Vladimir Poutine a du succès en France, parce qu’il semble incarner une alternative à l’hégémonie américaine, y compris sur le plan des valeurs morales [2]. Le géopoliticien souverainiste Aymeric Chauprade voit dans son soutien à la sécession de la Crimée, non seulement une revanche sur le Kosovo, mais également sur le « monde de Yalta » :
Le vieux monde né de Yalta en février 1945, de l’entente de deux mondialismes, atlantiste et communiste, prend fin… à Yalta en mars 2014, soit presque 70 après ! (...)
C’est ce nouveau Yalta mondial que les Européens de l’Ouest et du Centre doivent embrasser : il peut nous permettre de faire définitivement la paix avec la Russie et d’édifier avec elle une grande unité européenne, fondée d’abord sur la souveraineté et la liberté de chacune des nations de notre belle civilisation.
Pour l’heure, la Russie défend sa sphère d’influence, mais elle ne peut toutefois pas aller très loin. La Crimée était une proie facile, grâce aux troupes russes prépositionnées à Sébastopol. En revanche, l’Est ukrainien russophone est beaucoup plus compliqué à annexer.
Poutine est largement soutenu en Russie dans son entreprise, mais il n’a pas d’alliés extérieurs : la Chine ne le suit pas, et le Kazakhstan, qui compte une très forte population russe, est soudainement inquiet par l’évolution des événements. Enfin, une Ukraine définitivement détournée de la Russie n’est pas dans l’intérêt de Moscou.
On peut donc penser que la Crimée sera une monnaie d’échange, un moyen de pression de la Russie sur le nouveau pouvoir ukrainien ; qu’elle sera un territoire annexé de facto, mais pas officiellement rattaché à Moscou.
A moins que Vladimir Poutine ne tienne à défier les Occidentaux jusqu’au bout : "le Kosovo, ça va vous revenir dans la gueule" , disait-il, dès 2007...
Poutine va jusqu’au bout, quitte à provoquer des affrontements entre militaires ukrainiens et russes en Crimée. Il a opportunément évoqué le précédent kosovar.

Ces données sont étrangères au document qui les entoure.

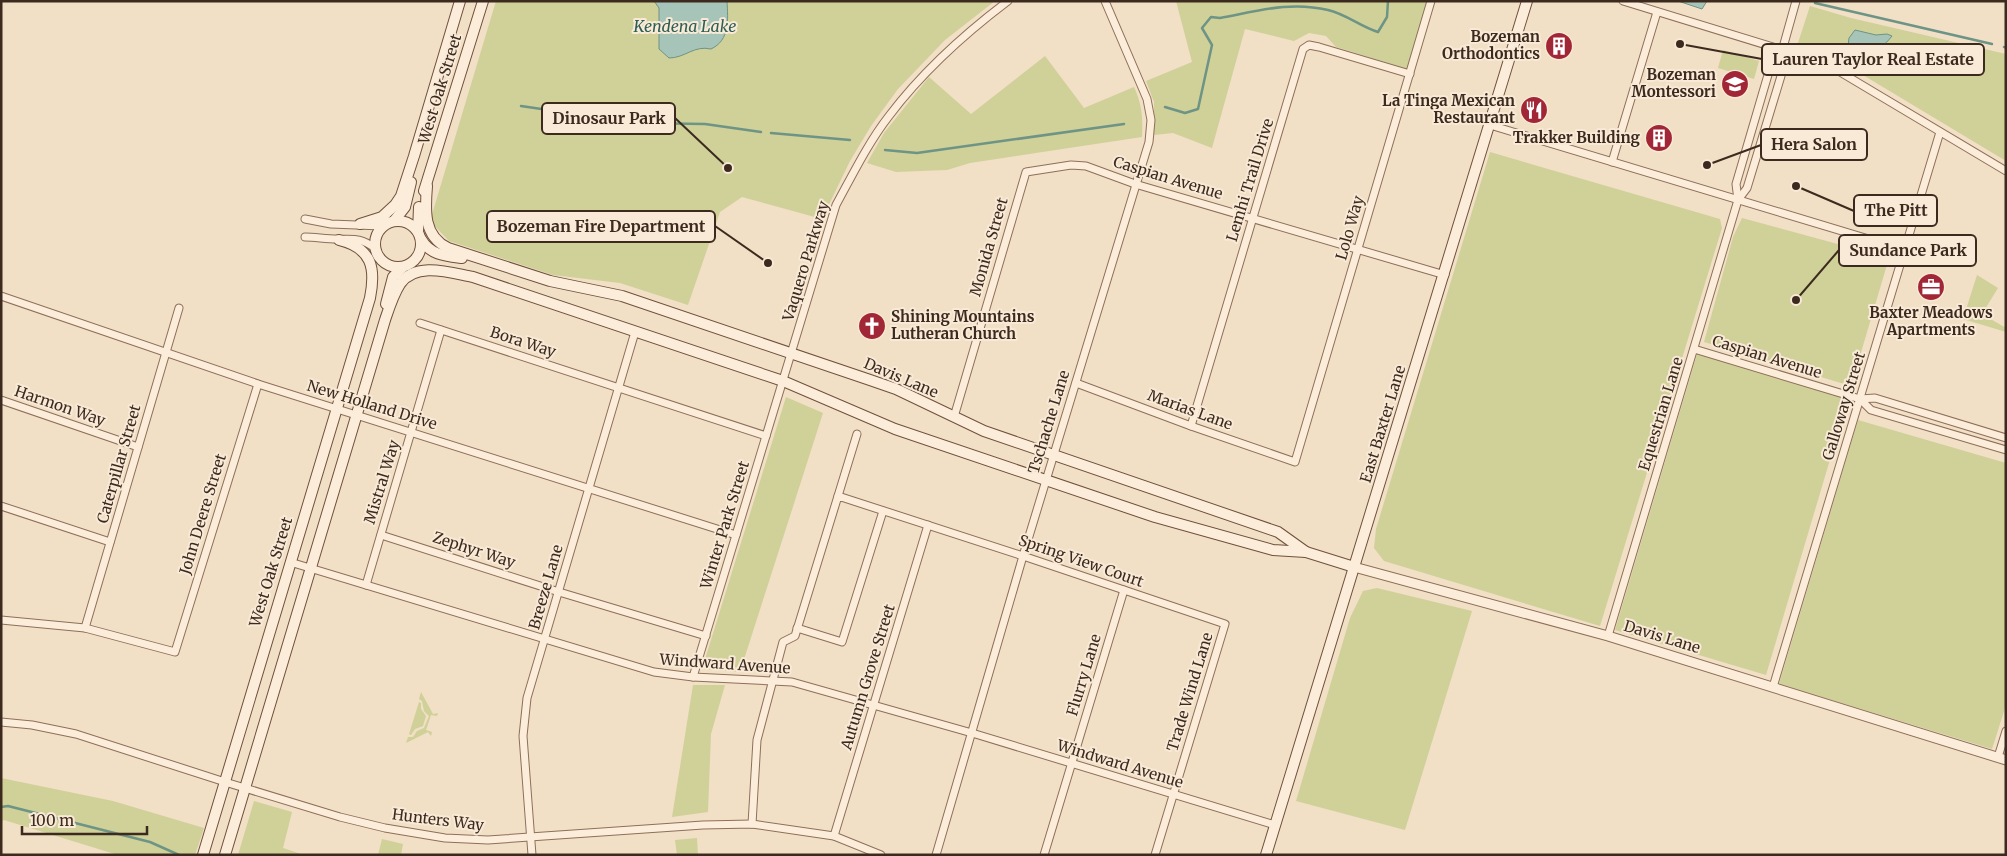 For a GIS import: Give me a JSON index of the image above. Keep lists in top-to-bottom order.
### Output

[1] La Transnistrie s’est séparée de la Moldavie après la décision d’adopter le roumain comme seule langue officielle, sans un statut spécial pour le russe. Une situation qui rappelle celle de la Crimée aujourd’hui, alors que le nouveau pouvoir de Kiev a abrogé le russe comme seconde langue officielle de l’Ukraine.
[2] Le personnage, qui demeure un officier du KGB, jusqu’à comparer la momie de Lénine avec les reliques des saints orthodoxes, et qui agit par pragmatisme, ne doit cependant pas être idéalisé. Nous y reviendrons.